--- START ---

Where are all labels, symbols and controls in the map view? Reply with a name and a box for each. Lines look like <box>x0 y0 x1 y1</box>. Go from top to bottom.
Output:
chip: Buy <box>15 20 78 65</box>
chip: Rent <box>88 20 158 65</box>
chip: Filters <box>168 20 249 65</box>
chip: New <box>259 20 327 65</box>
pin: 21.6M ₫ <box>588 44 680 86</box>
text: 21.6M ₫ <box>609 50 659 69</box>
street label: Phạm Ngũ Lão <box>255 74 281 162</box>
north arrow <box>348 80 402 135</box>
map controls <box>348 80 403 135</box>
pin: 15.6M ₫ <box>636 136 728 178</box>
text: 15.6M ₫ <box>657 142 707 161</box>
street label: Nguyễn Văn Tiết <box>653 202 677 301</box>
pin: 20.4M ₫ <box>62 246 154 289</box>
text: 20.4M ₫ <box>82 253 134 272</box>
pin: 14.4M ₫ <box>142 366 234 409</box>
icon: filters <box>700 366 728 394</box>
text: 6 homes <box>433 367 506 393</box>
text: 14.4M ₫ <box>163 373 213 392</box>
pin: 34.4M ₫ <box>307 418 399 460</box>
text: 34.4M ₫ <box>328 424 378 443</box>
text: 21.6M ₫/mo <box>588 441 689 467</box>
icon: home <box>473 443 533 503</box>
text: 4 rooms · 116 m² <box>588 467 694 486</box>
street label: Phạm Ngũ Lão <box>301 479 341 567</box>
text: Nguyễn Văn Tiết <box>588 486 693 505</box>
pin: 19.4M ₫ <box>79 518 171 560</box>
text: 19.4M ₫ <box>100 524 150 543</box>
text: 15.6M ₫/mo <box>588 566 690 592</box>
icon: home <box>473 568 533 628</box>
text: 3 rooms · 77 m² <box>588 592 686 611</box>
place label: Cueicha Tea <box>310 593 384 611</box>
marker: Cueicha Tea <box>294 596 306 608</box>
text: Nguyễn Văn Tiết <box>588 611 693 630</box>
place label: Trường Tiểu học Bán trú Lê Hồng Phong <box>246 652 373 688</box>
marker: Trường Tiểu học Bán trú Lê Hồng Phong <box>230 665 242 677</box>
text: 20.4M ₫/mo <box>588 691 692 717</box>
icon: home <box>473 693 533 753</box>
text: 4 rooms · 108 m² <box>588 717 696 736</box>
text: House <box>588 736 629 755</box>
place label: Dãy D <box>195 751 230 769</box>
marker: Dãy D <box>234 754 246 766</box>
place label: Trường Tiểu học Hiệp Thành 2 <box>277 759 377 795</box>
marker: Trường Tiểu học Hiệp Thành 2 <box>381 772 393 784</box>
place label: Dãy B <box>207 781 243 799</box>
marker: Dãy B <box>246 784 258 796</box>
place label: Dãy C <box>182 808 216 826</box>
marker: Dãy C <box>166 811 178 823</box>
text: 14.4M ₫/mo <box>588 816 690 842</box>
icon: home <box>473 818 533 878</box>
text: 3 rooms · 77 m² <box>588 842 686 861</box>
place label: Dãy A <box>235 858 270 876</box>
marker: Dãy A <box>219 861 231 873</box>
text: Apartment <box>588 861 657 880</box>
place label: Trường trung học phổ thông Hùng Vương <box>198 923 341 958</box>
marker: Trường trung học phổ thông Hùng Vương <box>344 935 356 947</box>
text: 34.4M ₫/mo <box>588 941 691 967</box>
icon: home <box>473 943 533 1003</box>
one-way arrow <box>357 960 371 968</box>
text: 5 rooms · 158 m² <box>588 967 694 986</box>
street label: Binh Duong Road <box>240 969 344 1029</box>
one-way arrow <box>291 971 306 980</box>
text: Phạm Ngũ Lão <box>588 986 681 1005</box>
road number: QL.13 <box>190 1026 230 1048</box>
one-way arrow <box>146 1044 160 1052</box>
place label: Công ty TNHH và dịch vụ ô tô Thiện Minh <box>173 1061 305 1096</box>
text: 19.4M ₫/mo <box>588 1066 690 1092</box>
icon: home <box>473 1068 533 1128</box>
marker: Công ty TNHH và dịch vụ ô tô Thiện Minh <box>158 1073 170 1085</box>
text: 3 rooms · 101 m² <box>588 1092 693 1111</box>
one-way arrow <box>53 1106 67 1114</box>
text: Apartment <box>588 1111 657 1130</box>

--- END ---

Filter the entries above and keep only the lines with the word "dịch".

▸ **Answer space**:
place label: Công ty TNHH và dịch vụ ô tô Thiện Minh <box>173 1061 305 1096</box>
marker: Công ty TNHH và dịch vụ ô tô Thiện Minh <box>158 1073 170 1085</box>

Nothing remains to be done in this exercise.